I don't know if this idea was inspired by the Library Socialism movement or if it is an instance of "great minds think alike", but people who like this idea, may find Library Socialism appealing as well
> 1/3rd of all emissions are produced by 20 companies
Sure, but mostly they're producing goods and services that millions/billions of people consume. Getting rid of those 20 companies won't change anything.
It will get rid of 20 massive power centers that move politics for their own benefit. Turning those 20 companies into 500 companies would allow for political change that is impossible now.
No it wouldn't. You are understimating the number of westerners who quite prefer their standard of living and either don't care or have theological beliefs that allow them to not care about the consequences of their lifestyles. There is a cultural change that has to preceed the political one
It would be great if you could fix politics by breaking up a few villainous corporations but it's much more difficult than that. In America, Michael Bloomberg and Donald Trump have (in different ways) shown us the limits of the power of money in politics.
I'm pro-anti-trust and I believe that breaking up certain big corporations would a good thing. But that's a long way from "the problem is capitalism and imperialism" and the implication that eliminating those things is possible or would fix environmental problems. The Soviets were even worse for the environment.
Who said eco-fascism? I say eco-family planning. Get everyone on board and in 3 or 4 generation things are better. Sure, its a pie in the sky idea, but since we're throwing ideas around....
I feel like that should be obvious. But generations do have some commonalities based on the societal changes at the time, and that is what this "generations" talk is all about.
As a Gen Xer, I feel like the defining characteristic of my generation was parental divorce. It was really the first generation whose mothers entered the workforce in droves, and due to a widespread societal change of the roles and possibilities of women, this caused a ton of marital strife and divorce (in no way putting a judgment on this, it's just what happened).
My parents did not divorce, but my mom did work full time since I was in kindergarten, and we were pretty much all on our own until late in the evening, at a time before cell phones where parents could easily contact us.
Thus, this "shmuck" may not speak for me, but I see where he's coming from.
I don't even know what the fuck generation I am, when I was a kid they called me Gen X but then I got retconned to Gen Y and now who knows. When I started highschool mobile phones and the internet weren't a thing and when I started university they were ubiquitous, that should date me closely enough.
They should just move the Gen X - Millennial cutoff back from 1980 to 1975 or so. Gen X is already so small, it won't matter if we make it a bit smaller still. Meanwhile, coining your own special term to feel extra special about yourselves is the most Millennial thing I can imagine!
I respectfully disagree. There is a huge shift in worldview and mindset between someone born in 1975 and someone born in 1980. The former essentially grew up before the interconnected world was a thing. The latter had it come in when they were in their formative early teens. My partner and I are on either side of this divide, and the the effects, while subtle, are significant.

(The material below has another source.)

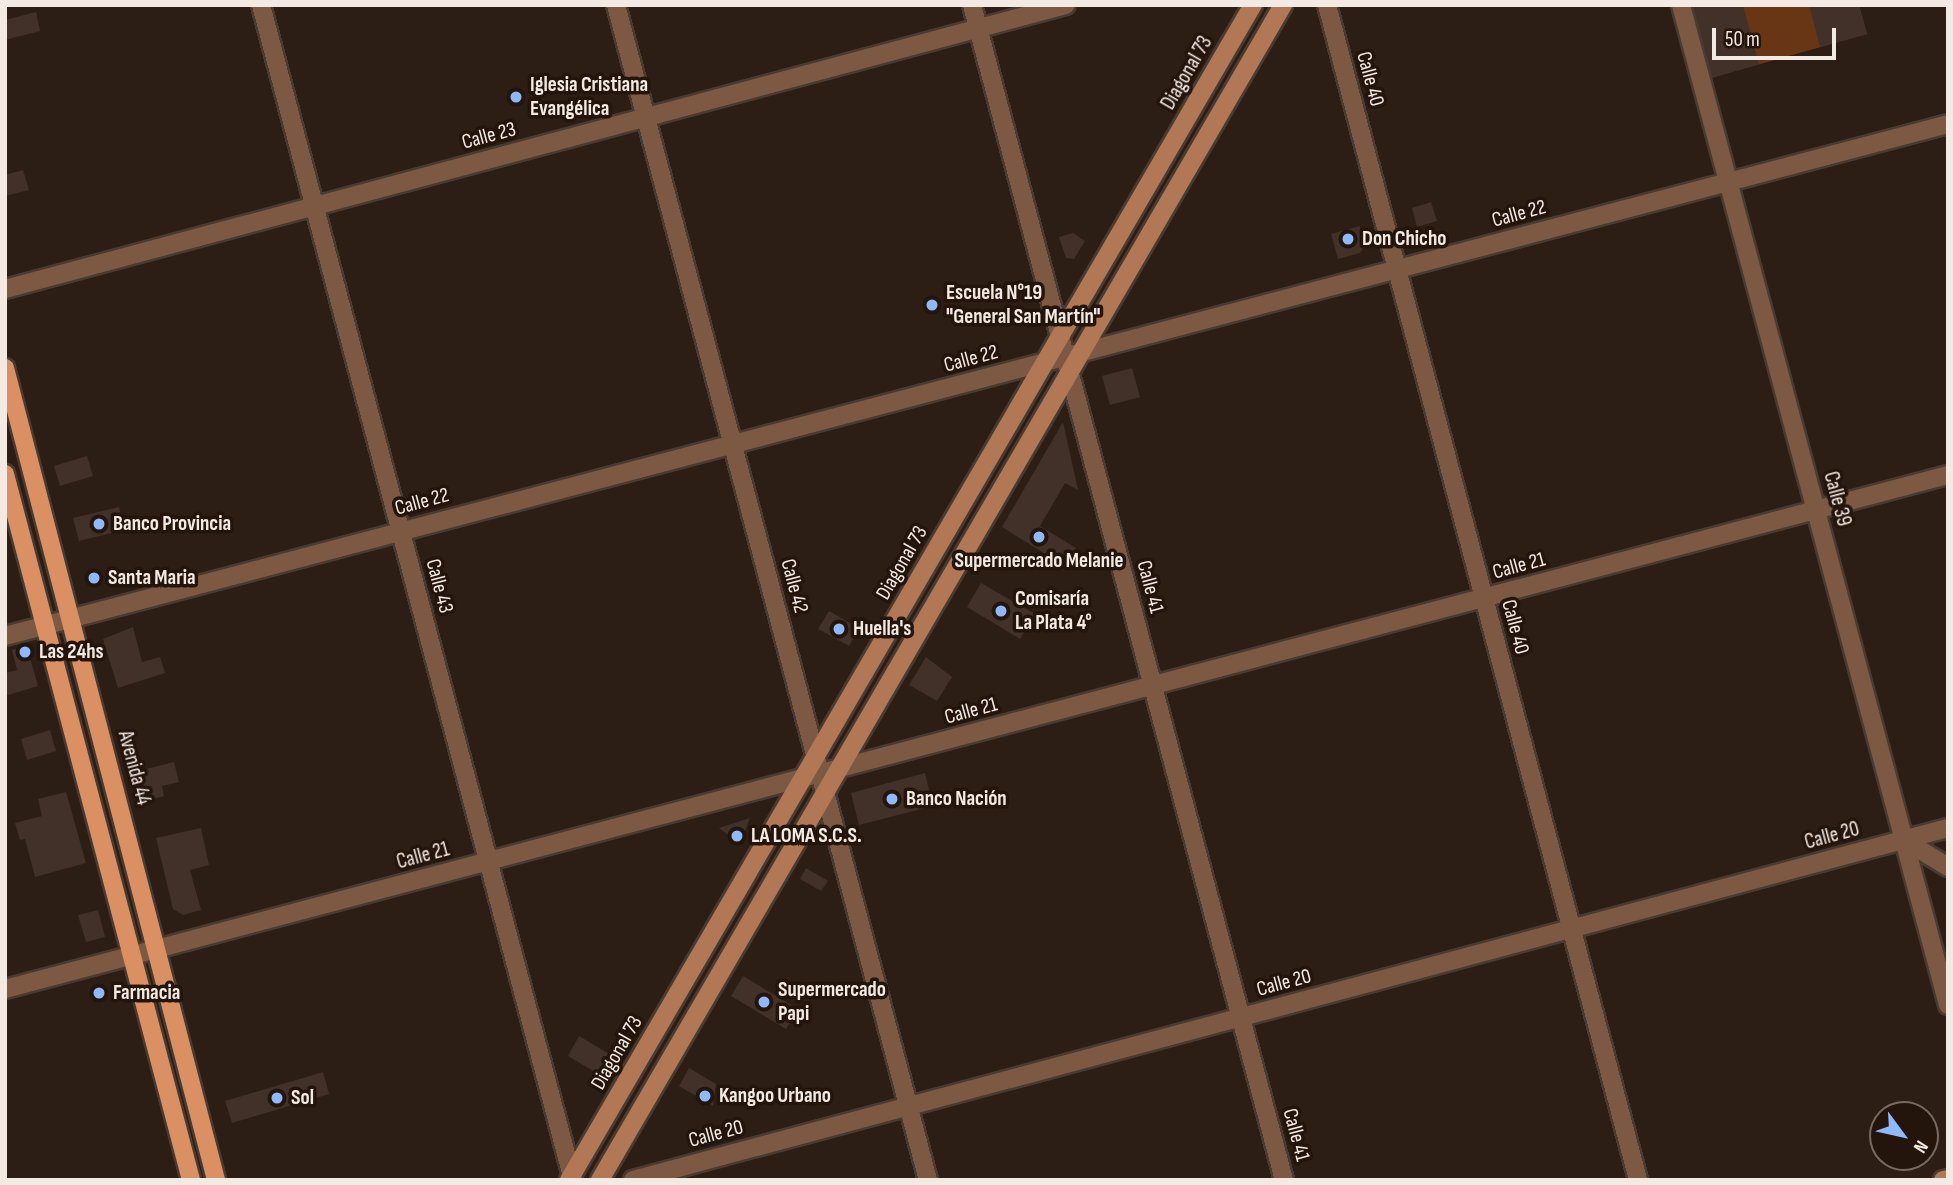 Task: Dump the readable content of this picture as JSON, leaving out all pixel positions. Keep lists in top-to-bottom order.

X/Y "Cusper" (I think most cut that off at '82?), or just an early or "elder" Millennial if you're slightly past that. Some like to add an "Oregon Trail generation" that covers the tail end of X and the beginning of Y, basically for the kids whose first computers (their own, a relative's, at school, whatever) were not connected to the Internet. I think that cut-off's around '85 or '86, usually.

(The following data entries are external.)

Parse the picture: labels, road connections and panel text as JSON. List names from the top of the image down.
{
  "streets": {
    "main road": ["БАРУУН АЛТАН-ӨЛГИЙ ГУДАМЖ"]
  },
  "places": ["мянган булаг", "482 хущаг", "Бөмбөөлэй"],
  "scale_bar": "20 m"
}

[EDIT] I think there's a tendency to have a bunch of names for that set specifically because the latter ~half of Millennials had a very different experience than the early ~half—the early half did have a childhood more similar to Gen X, and they grew up immersed in Gen X media on top of it—so lumping them together doesn't seem right to a lot of people.
I like that. My gaming started with Repton, Qwak, Vertigo and Elite on a BBC Micro but I spent a lot of time playing Dig Dug and Rick Dangerous on green screens. I graduated highschool just as we got dialup and started realising that combined 2D/3D graphics cards might actually be alright after all. (We got one from a little company called nVidia, you probably haven't heard of them though. :P )
I'm GenX (b. early 70's), my parents were/are Boomers (b. 1949/50), but somehow Millennials' parents are Boomers too. Families changing caused a lot of this- my parents stayed married, had kids early, Mom stayed home, parents paid for undergrad, retired early but simply. The Millennial upbringing seems to be kids late, Mom worked, kids left with student loans while parents have second homes and travel and new partners. I suppose if my parents had been less focused on family and participated in the party/disco side of the 70's, I'd have been a millennial too.